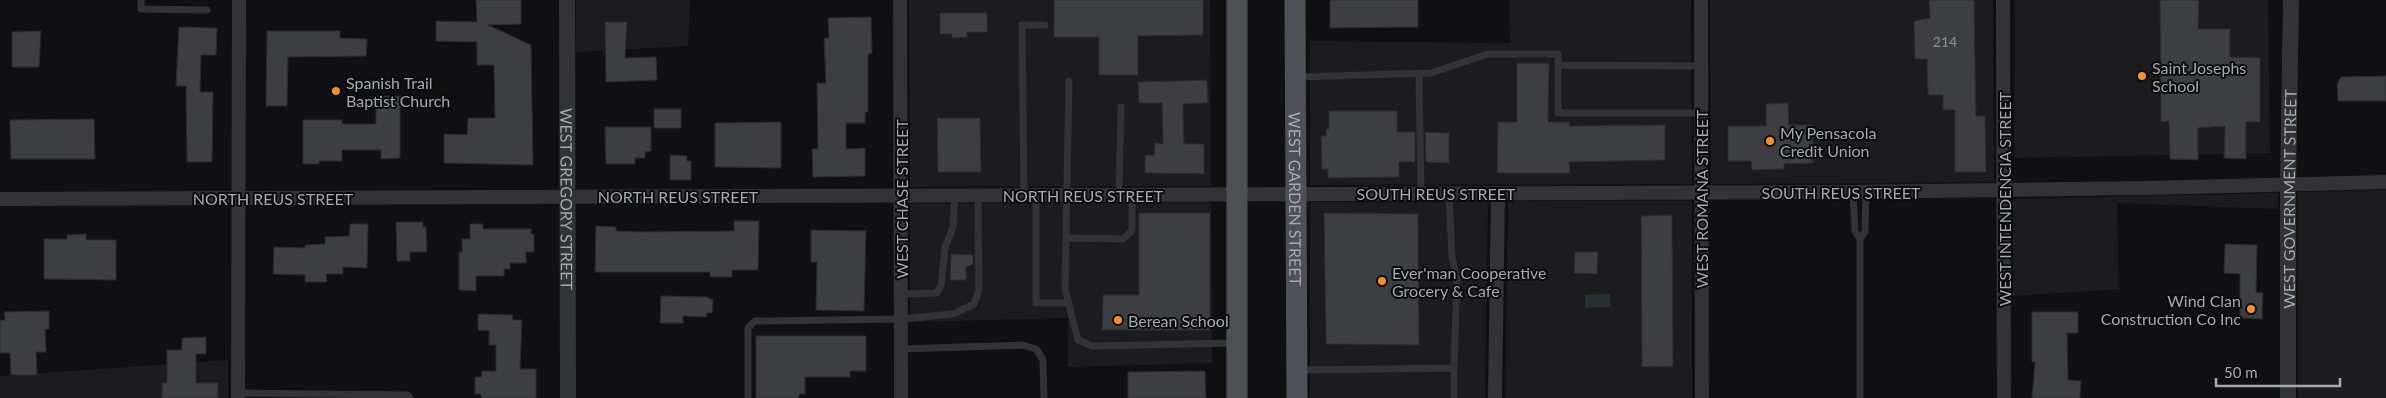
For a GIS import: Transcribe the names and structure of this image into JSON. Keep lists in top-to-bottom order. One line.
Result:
{"streets":{"main road":["WEST GARDEN STREET"],"street":["SOUTH REUS STREET","NORTH REUS STREET","WEST GREGORY STREET","WEST CHASE STREET","WEST ROMANA STREET","WEST INTENDENCIA STREET","WEST GOVERNMENT STREET"]},"crossings":[["SOUTH REUS STREET","NORTH REUS STREET"],["SOUTH REUS STREET","WEST GARDEN STREET"],["SOUTH REUS STREET","WEST ROMANA STREET"],["SOUTH REUS STREET","WEST INTENDENCIA STREET"],["SOUTH REUS STREET","WEST GOVERNMENT STREET"],["NORTH REUS STREET","WEST GREGORY STREET"],["NORTH REUS STREET","WEST CHASE STREET"],["NORTH REUS STREET","WEST GARDEN STREET"]],"places":["Saint Josephs School","Spanish Trail Baptist Church","My Pensacola Credit Union","Ever'man Cooperative Grocery & Cafe","Wind Clan Construction Co Inc","Berean School"],"house_numbers":["214"],"scale_bar":"50 m"}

☆ ☆ ☆ ☆ ☆ ☆ ☆

→ **ABOUT THIS EXERCISE**
Retype everything in the material word for word, minus pictures.

→ **PROBLEM SOLUTION**
For a GIS import: Transcribe the names and structure of this image into JSON. Keep lists in top-to-bottom order. One line.
Result:
{"streets":{"main road":["WEST GARDEN STREET"],"street":["SOUTH REUS STREET","NORTH REUS STREET","WEST GREGORY STREET","WEST CHASE STREET","WEST ROMANA STREET","WEST INTENDENCIA STREET","WEST GOVERNMENT STREET"]},"crossings":[["SOUTH REUS STREET","NORTH REUS STREET"],["SOUTH REUS STREET","WEST GARDEN STREET"],["SOUTH REUS STREET","WEST ROMANA STREET"],["SOUTH REUS STREET","WEST INTENDENCIA STREET"],["SOUTH REUS STREET","WEST GOVERNMENT STREET"],["NORTH REUS STREET","WEST GREGORY STREET"],["NORTH REUS STREET","WEST CHASE STREET"],["NORTH REUS STREET","WEST GARDEN STREET"]],"places":["Saint Josephs School","Spanish Trail Baptist Church","My Pensacola Credit Union","Ever'man Cooperative Grocery & Cafe","Wind Clan Construction Co Inc","Berean School"],"house_numbers":["214"],"scale_bar":"50 m"}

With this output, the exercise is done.